▸ **PROBLEM TO WORK ON**
Return only the lines running from the first line of the listing through the one with "Instruction: Convert the", unchanged.

▸ **DATA IN THIS EXERCISE**
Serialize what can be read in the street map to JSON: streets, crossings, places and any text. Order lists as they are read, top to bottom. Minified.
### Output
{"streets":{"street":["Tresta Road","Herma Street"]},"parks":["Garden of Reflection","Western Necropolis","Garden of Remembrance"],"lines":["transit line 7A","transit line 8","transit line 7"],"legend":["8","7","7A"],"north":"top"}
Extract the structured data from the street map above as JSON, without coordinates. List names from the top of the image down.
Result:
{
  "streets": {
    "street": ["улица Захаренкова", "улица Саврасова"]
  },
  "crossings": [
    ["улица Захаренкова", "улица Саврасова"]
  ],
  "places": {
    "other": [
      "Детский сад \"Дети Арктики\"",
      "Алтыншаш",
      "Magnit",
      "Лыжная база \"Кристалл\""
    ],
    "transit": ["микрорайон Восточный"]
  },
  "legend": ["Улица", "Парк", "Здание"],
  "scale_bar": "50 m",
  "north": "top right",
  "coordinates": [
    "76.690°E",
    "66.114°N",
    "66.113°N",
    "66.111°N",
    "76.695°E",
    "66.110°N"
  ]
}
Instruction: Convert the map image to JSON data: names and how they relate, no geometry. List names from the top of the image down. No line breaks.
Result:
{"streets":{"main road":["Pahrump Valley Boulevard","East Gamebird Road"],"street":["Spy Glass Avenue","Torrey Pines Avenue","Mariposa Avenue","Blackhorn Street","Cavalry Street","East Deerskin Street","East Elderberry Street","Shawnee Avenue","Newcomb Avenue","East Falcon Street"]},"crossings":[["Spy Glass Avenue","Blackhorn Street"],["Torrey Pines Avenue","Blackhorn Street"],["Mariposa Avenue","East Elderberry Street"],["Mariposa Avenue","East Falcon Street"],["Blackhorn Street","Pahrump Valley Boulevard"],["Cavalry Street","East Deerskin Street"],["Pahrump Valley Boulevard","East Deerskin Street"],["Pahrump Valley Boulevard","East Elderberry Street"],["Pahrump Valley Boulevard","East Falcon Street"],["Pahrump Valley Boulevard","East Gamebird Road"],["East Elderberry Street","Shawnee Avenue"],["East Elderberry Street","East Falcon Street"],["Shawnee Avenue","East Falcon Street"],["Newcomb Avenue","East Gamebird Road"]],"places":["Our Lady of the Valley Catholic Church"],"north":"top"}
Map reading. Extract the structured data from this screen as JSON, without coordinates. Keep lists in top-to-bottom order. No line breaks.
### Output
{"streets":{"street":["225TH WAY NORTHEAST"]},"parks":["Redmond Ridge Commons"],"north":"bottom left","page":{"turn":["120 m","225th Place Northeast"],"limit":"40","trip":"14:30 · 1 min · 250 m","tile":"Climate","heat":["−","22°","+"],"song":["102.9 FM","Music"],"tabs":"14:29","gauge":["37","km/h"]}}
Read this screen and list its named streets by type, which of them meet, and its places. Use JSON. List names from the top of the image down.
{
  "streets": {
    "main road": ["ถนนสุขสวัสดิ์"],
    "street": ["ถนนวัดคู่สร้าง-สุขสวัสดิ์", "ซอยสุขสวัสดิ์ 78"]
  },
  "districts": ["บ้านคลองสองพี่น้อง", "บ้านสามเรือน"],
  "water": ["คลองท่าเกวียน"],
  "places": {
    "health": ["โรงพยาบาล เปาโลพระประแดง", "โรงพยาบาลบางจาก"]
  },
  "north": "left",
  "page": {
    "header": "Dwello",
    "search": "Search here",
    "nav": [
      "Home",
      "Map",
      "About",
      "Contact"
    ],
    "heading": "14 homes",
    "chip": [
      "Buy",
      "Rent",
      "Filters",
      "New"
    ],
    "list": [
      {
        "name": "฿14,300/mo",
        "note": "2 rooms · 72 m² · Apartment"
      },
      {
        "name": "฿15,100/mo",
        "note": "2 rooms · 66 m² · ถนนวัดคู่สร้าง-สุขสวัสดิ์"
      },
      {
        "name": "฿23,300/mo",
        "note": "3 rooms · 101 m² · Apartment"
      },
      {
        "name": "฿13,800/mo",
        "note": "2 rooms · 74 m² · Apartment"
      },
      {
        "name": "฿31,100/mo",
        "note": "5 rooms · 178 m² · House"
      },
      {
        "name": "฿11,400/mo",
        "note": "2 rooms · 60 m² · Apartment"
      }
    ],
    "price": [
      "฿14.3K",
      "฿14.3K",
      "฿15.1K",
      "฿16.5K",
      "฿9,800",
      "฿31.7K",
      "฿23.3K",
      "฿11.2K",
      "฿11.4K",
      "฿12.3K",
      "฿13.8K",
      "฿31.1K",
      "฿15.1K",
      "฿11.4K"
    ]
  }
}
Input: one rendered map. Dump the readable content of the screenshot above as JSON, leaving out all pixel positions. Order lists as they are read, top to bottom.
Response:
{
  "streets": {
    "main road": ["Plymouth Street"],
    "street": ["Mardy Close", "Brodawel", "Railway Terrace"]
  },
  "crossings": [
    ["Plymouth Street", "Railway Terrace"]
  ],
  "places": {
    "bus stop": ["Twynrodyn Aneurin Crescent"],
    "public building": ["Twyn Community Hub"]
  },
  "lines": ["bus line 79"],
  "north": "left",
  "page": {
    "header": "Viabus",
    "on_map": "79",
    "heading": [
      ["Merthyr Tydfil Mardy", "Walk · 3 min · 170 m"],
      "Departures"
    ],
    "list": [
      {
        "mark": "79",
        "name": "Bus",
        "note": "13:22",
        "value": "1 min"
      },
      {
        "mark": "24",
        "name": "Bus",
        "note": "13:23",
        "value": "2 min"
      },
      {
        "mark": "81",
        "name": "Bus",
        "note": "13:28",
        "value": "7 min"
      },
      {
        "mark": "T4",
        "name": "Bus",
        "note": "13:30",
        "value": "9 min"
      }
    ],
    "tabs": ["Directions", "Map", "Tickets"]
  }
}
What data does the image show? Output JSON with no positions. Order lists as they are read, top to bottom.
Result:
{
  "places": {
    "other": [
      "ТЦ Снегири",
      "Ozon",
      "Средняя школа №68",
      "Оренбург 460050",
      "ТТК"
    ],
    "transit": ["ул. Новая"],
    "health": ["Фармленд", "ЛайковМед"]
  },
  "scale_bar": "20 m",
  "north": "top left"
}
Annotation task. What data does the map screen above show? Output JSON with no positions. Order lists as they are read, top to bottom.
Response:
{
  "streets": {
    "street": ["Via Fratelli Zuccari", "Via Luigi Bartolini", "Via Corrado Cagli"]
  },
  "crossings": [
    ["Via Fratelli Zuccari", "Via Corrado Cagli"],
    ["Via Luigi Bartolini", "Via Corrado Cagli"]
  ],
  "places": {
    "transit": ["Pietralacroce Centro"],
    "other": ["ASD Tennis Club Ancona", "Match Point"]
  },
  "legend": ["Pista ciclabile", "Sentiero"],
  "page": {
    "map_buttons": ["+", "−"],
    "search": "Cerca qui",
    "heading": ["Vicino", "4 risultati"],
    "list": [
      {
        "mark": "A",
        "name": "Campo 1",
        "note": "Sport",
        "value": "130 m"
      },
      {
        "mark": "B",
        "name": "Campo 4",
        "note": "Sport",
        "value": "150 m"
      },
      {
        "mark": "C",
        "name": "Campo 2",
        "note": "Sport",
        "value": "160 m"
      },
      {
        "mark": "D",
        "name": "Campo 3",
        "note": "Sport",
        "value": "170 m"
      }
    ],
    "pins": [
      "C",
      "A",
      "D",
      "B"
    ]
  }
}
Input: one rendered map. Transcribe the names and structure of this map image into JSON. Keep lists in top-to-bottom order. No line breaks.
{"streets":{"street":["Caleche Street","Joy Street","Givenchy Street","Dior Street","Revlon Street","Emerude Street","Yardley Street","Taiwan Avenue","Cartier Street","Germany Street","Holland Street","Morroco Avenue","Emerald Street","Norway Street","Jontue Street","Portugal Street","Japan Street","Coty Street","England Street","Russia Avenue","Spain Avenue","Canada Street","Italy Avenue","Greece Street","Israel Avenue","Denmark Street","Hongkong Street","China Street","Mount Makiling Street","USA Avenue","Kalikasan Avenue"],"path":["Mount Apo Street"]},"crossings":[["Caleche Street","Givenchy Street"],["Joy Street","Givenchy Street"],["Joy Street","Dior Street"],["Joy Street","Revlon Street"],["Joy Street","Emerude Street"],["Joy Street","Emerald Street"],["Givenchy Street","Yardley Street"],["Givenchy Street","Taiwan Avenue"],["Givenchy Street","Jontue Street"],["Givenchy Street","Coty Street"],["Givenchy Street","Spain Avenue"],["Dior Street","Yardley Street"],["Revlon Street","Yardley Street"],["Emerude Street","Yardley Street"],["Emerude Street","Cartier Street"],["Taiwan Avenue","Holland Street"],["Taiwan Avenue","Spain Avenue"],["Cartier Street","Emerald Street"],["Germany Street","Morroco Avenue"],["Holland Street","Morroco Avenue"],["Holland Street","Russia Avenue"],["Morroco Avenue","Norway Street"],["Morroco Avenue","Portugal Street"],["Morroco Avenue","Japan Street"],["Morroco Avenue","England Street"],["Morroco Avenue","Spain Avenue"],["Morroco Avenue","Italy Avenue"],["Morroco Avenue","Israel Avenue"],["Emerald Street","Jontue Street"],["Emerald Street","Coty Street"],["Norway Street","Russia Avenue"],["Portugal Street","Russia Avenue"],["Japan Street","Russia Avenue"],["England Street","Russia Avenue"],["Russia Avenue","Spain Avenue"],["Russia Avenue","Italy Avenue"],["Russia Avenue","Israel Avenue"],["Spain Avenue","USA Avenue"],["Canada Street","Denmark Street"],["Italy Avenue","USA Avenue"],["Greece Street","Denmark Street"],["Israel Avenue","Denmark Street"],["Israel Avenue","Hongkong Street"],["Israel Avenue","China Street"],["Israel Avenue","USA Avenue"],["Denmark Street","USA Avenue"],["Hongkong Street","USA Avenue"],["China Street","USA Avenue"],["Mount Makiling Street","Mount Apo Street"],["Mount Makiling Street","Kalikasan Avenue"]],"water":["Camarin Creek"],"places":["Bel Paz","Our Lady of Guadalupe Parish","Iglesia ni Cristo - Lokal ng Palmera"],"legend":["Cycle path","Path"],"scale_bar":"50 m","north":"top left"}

▸ **COMPLETED EXERCISE**
Serialize what can be read in the street map to JSON: streets, crossings, places and any text. Order lists as they are read, top to bottom. Minified.
### Output
{"streets":{"street":["Tresta Road","Herma Street"]},"parks":["Garden of Reflection","Western Necropolis","Garden of Remembrance"],"lines":["transit line 7A","transit line 8","transit line 7"],"legend":["8","7","7A"],"north":"top"}
Extract the structured data from the street map above as JSON, without coordinates. List names from the top of the image down.
Result:
{
  "streets": {
    "street": ["улица Захаренкова", "улица Саврасова"]
  },
  "crossings": [
    ["улица Захаренкова", "улица Саврасова"]
  ],
  "places": {
    "other": [
      "Детский сад \"Дети Арктики\"",
      "Алтыншаш",
      "Magnit",
      "Лыжная база \"Кристалл\""
    ],
    "transit": ["микрорайон Восточный"]
  },
  "legend": ["Улица", "Парк", "Здание"],
  "scale_bar": "50 m",
  "north": "top right",
  "coordinates": [
    "76.690°E",
    "66.114°N",
    "66.113°N",
    "66.111°N",
    "76.695°E",
    "66.110°N"
  ]
}
Instruction: Convert the map image to JSON data: names and how they relate, no geometry. List names from the top of the image down. No line breaks.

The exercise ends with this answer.